Task description:
Retype the data that follows line by line, exactly, and leave its pictures out.

Excerpted data:
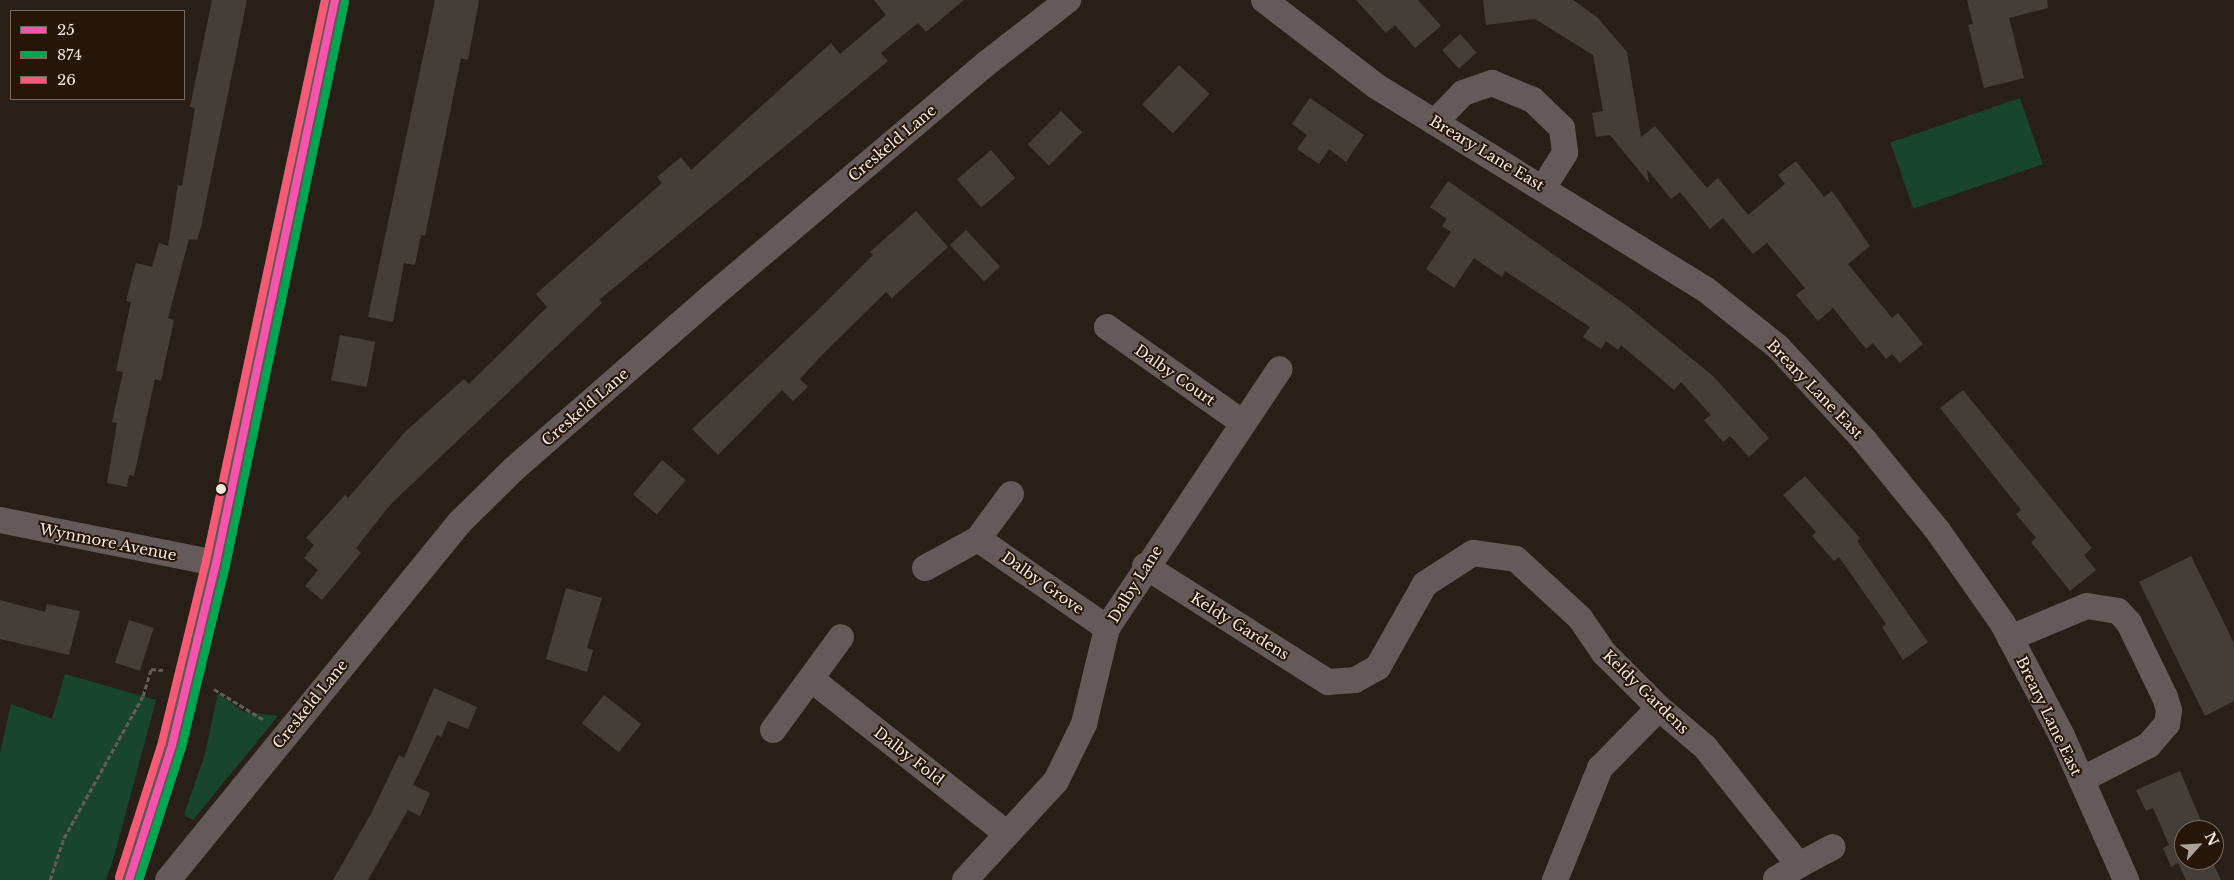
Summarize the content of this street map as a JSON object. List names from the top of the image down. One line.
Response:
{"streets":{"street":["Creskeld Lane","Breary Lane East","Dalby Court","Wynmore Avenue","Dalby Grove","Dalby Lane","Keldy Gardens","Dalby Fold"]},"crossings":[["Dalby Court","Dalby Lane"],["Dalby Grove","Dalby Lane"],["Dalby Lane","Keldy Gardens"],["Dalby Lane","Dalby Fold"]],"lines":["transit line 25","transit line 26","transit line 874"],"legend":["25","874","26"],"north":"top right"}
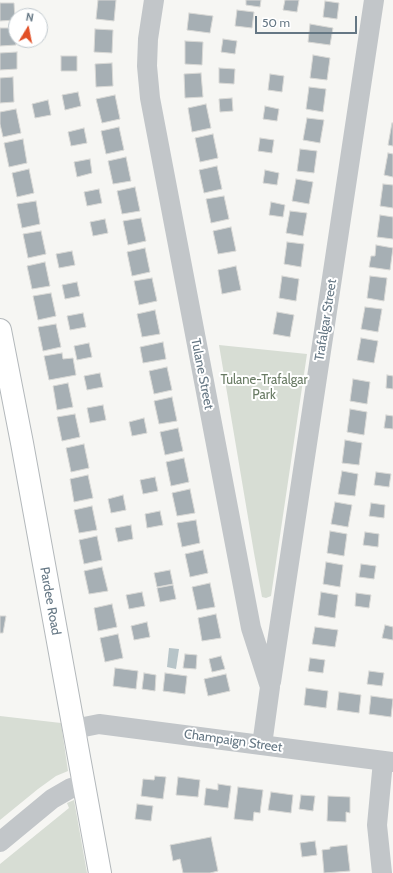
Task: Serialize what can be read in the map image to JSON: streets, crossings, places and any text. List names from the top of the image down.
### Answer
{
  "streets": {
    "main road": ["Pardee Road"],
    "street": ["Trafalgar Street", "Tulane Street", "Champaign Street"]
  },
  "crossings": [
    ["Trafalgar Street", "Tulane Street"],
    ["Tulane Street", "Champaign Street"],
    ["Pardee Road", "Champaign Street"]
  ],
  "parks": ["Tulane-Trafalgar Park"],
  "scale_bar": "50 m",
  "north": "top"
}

Answer to the problem:
Summarize the content of this street map as a JSON object. List names from the top of the image down. One line.
Response:
{"streets":{"street":["Creskeld Lane","Breary Lane East","Dalby Court","Wynmore Avenue","Dalby Grove","Dalby Lane","Keldy Gardens","Dalby Fold"]},"crossings":[["Dalby Court","Dalby Lane"],["Dalby Grove","Dalby Lane"],["Dalby Lane","Keldy Gardens"],["Dalby Lane","Dalby Fold"]],"lines":["transit line 25","transit line 26","transit line 874"],"legend":["25","874","26"],"north":"top right"}
Task: Serialize what can be read in the map image to JSON: streets, crossings, places and any text. List names from the top of the image down.
### Answer
{
  "streets": {
    "main road": ["Pardee Road"],
    "street": ["Trafalgar Street", "Tulane Street", "Champaign Street"]
  },
  "crossings": [
    ["Trafalgar Street", "Tulane Street"],
    ["Tulane Street", "Champaign Street"],
    ["Pardee Road", "Champaign Street"]
  ],
  "parks": ["Tulane-Trafalgar Park"],
  "scale_bar": "50 m",
  "north": "top"
}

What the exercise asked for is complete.